**RECORDED DATA**
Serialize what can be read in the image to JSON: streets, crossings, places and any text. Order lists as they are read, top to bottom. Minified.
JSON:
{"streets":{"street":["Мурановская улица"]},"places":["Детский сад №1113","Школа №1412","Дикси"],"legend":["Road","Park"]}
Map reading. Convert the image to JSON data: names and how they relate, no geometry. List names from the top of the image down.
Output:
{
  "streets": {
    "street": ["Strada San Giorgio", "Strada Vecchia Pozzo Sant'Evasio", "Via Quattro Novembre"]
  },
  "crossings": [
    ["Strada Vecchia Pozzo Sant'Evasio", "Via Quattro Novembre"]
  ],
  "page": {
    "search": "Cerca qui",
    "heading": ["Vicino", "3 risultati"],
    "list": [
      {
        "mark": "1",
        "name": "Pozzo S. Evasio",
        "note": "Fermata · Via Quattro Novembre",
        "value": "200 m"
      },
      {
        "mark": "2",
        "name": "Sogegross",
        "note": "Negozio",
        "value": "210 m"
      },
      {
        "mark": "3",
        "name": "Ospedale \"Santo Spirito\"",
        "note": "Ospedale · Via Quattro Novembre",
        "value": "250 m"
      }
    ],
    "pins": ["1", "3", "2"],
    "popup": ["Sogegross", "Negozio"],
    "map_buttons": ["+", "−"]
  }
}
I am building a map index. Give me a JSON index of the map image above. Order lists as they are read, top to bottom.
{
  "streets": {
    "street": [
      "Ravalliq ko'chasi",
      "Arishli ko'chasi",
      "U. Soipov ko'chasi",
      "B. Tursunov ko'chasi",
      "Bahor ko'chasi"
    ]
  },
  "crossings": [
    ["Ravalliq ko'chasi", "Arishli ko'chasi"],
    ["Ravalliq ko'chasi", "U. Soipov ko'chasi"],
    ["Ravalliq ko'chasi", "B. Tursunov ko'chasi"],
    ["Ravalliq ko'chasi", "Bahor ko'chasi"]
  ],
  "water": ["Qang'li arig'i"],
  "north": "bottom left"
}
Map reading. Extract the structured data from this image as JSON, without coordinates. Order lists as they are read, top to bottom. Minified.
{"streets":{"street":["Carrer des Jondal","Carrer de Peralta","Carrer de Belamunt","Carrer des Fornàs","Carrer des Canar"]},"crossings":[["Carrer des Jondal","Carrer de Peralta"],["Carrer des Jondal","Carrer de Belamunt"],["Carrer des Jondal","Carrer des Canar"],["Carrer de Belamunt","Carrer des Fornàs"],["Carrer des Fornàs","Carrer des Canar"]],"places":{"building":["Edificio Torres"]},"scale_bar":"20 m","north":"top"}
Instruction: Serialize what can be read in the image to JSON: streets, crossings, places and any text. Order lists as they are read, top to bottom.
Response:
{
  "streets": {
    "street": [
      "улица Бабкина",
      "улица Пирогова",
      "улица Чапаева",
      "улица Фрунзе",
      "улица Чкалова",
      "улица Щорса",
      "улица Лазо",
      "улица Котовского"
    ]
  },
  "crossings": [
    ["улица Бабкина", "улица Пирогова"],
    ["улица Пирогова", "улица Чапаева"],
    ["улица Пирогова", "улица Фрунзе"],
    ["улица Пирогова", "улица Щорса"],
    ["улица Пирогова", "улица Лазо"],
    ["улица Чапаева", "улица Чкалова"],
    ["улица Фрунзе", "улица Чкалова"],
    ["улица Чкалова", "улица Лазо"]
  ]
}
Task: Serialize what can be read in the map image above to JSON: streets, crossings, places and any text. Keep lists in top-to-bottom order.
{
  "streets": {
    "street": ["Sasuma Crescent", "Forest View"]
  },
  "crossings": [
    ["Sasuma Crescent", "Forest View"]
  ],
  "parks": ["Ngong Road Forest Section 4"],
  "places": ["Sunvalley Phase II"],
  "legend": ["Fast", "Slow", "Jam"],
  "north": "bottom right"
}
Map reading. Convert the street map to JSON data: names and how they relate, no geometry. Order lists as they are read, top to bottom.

**TASK ITEM**
Could you copy each line above word for word?

**ANSWER BOX**
Serialize what can be read in the image to JSON: streets, crossings, places and any text. Order lists as they are read, top to bottom. Minified.
JSON:
{"streets":{"street":["Мурановская улица"]},"places":["Детский сад №1113","Школа №1412","Дикси"],"legend":["Road","Park"]}
Map reading. Convert the image to JSON data: names and how they relate, no geometry. List names from the top of the image down.
Output:
{
  "streets": {
    "street": ["Strada San Giorgio", "Strada Vecchia Pozzo Sant'Evasio", "Via Quattro Novembre"]
  },
  "crossings": [
    ["Strada Vecchia Pozzo Sant'Evasio", "Via Quattro Novembre"]
  ],
  "page": {
    "search": "Cerca qui",
    "heading": ["Vicino", "3 risultati"],
    "list": [
      {
        "mark": "1",
        "name": "Pozzo S. Evasio",
        "note": "Fermata · Via Quattro Novembre",
        "value": "200 m"
      },
      {
        "mark": "2",
        "name": "Sogegross",
        "note": "Negozio",
        "value": "210 m"
      },
      {
        "mark": "3",
        "name": "Ospedale \"Santo Spirito\"",
        "note": "Ospedale · Via Quattro Novembre",
        "value": "250 m"
      }
    ],
    "pins": ["1", "3", "2"],
    "popup": ["Sogegross", "Negozio"],
    "map_buttons": ["+", "−"]
  }
}
I am building a map index. Give me a JSON index of the map image above. Order lists as they are read, top to bottom.
{
  "streets": {
    "street": [
      "Ravalliq ko'chasi",
      "Arishli ko'chasi",
      "U. Soipov ko'chasi",
      "B. Tursunov ko'chasi",
      "Bahor ko'chasi"
    ]
  },
  "crossings": [
    ["Ravalliq ko'chasi", "Arishli ko'chasi"],
    ["Ravalliq ko'chasi", "U. Soipov ko'chasi"],
    ["Ravalliq ko'chasi", "B. Tursunov ko'chasi"],
    ["Ravalliq ko'chasi", "Bahor ko'chasi"]
  ],
  "water": ["Qang'li arig'i"],
  "north": "bottom left"
}
Map reading. Extract the structured data from this image as JSON, without coordinates. Order lists as they are read, top to bottom. Minified.
{"streets":{"street":["Carrer des Jondal","Carrer de Peralta","Carrer de Belamunt","Carrer des Fornàs","Carrer des Canar"]},"crossings":[["Carrer des Jondal","Carrer de Peralta"],["Carrer des Jondal","Carrer de Belamunt"],["Carrer des Jondal","Carrer des Canar"],["Carrer de Belamunt","Carrer des Fornàs"],["Carrer des Fornàs","Carrer des Canar"]],"places":{"building":["Edificio Torres"]},"scale_bar":"20 m","north":"top"}
Instruction: Serialize what can be read in the image to JSON: streets, crossings, places and any text. Order lists as they are read, top to bottom.
Response:
{
  "streets": {
    "street": [
      "улица Бабкина",
      "улица Пирогова",
      "улица Чапаева",
      "улица Фрунзе",
      "улица Чкалова",
      "улица Щорса",
      "улица Лазо",
      "улица Котовского"
    ]
  },
  "crossings": [
    ["улица Бабкина", "улица Пирогова"],
    ["улица Пирогова", "улица Чапаева"],
    ["улица Пирогова", "улица Фрунзе"],
    ["улица Пирогова", "улица Щорса"],
    ["улица Пирогова", "улица Лазо"],
    ["улица Чапаева", "улица Чкалова"],
    ["улица Фрунзе", "улица Чкалова"],
    ["улица Чкалова", "улица Лазо"]
  ]
}
Task: Serialize what can be read in the map image above to JSON: streets, crossings, places and any text. Keep lists in top-to-bottom order.
{
  "streets": {
    "street": ["Sasuma Crescent", "Forest View"]
  },
  "crossings": [
    ["Sasuma Crescent", "Forest View"]
  ],
  "parks": ["Ngong Road Forest Section 4"],
  "places": ["Sunvalley Phase II"],
  "legend": ["Fast", "Slow", "Jam"],
  "north": "bottom right"
}
Map reading. Convert the street map to JSON data: names and how they relate, no geometry. Order lists as they are read, top to bottom.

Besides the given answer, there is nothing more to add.